> **EXERCISE DIRECTIONS**:
The whole listing below needs to be duplicated exactly, pictures aside.
==============================
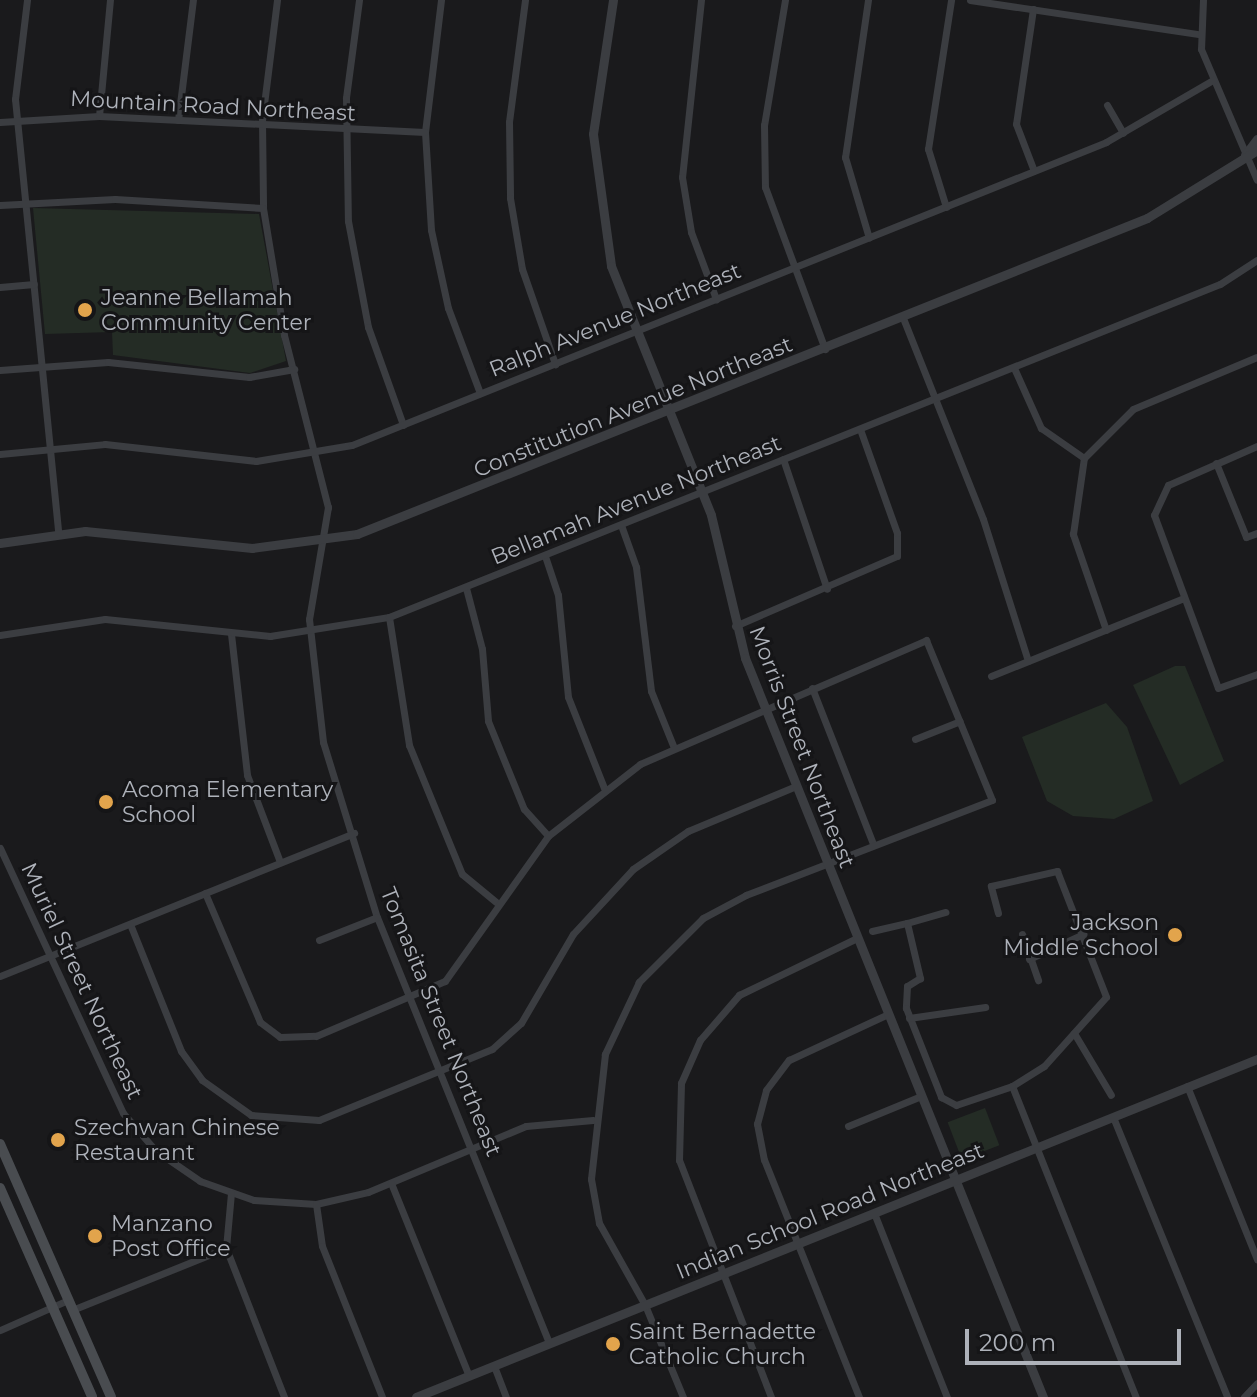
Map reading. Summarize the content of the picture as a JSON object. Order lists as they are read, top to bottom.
{
  "streets": {
    "street": [
      "Mountain Road Northeast",
      "Ralph Avenue Northeast",
      "Constitution Avenue Northeast",
      "Bellamah Avenue Northeast",
      "Morris Street Northeast",
      "Muriel Street Northeast",
      "Tomasita Street Northeast",
      "Indian School Road Northeast"
    ]
  },
  "crossings": [
    ["Mountain Road Northeast", "Tomasita Street Northeast"],
    ["Ralph Avenue Northeast", "Morris Street Northeast"],
    ["Ralph Avenue Northeast", "Tomasita Street Northeast"],
    ["Constitution Avenue Northeast", "Morris Street Northeast"],
    ["Constitution Avenue Northeast", "Tomasita Street Northeast"],
    ["Bellamah Avenue Northeast", "Morris Street Northeast"],
    ["Bellamah Avenue Northeast", "Tomasita Street Northeast"],
    ["Morris Street Northeast", "Indian School Road Northeast"],
    ["Tomasita Street Northeast", "Indian School Road Northeast"]
  ],
  "places": [
    "Jeanne Bellamah Community Center",
    "Acoma Elementary School",
    "Jackson Middle School",
    "Szechwan Chinese Restaurant",
    "Manzano Post Office",
    "Saint Bernadette Catholic Church"
  ],
  "scale_bar": "200 m"
}
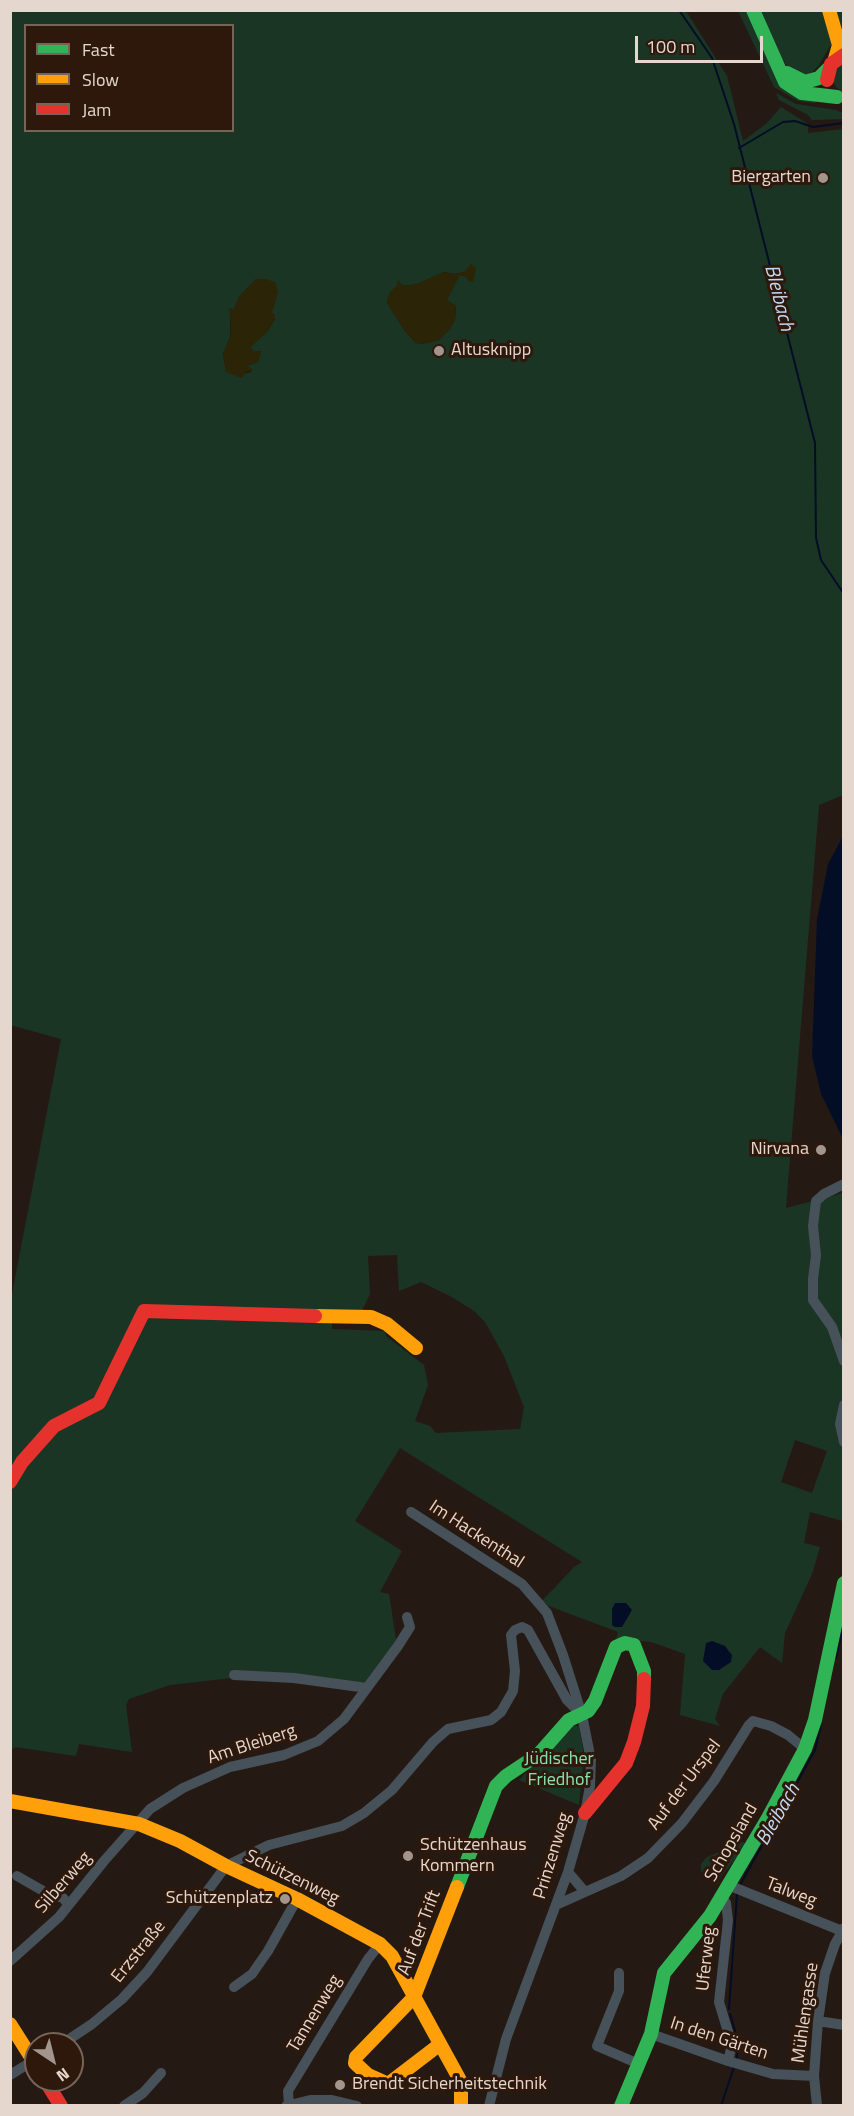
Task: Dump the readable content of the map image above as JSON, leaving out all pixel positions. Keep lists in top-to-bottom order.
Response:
==============================
> **TASK SOLUTION**:
Map reading. Summarize the content of the picture as a JSON object. Order lists as they are read, top to bottom.
{
  "streets": {
    "street": [
      "Mountain Road Northeast",
      "Ralph Avenue Northeast",
      "Constitution Avenue Northeast",
      "Bellamah Avenue Northeast",
      "Morris Street Northeast",
      "Muriel Street Northeast",
      "Tomasita Street Northeast",
      "Indian School Road Northeast"
    ]
  },
  "crossings": [
    ["Mountain Road Northeast", "Tomasita Street Northeast"],
    ["Ralph Avenue Northeast", "Morris Street Northeast"],
    ["Ralph Avenue Northeast", "Tomasita Street Northeast"],
    ["Constitution Avenue Northeast", "Morris Street Northeast"],
    ["Constitution Avenue Northeast", "Tomasita Street Northeast"],
    ["Bellamah Avenue Northeast", "Morris Street Northeast"],
    ["Bellamah Avenue Northeast", "Tomasita Street Northeast"],
    ["Morris Street Northeast", "Indian School Road Northeast"],
    ["Tomasita Street Northeast", "Indian School Road Northeast"]
  ],
  "places": [
    "Jeanne Bellamah Community Center",
    "Acoma Elementary School",
    "Jackson Middle School",
    "Szechwan Chinese Restaurant",
    "Manzano Post Office",
    "Saint Bernadette Catholic Church"
  ],
  "scale_bar": "200 m"
}
Task: Dump the readable content of the map image above as JSON, leaving out all pixel positions. Keep lists in top-to-bottom order.
Response:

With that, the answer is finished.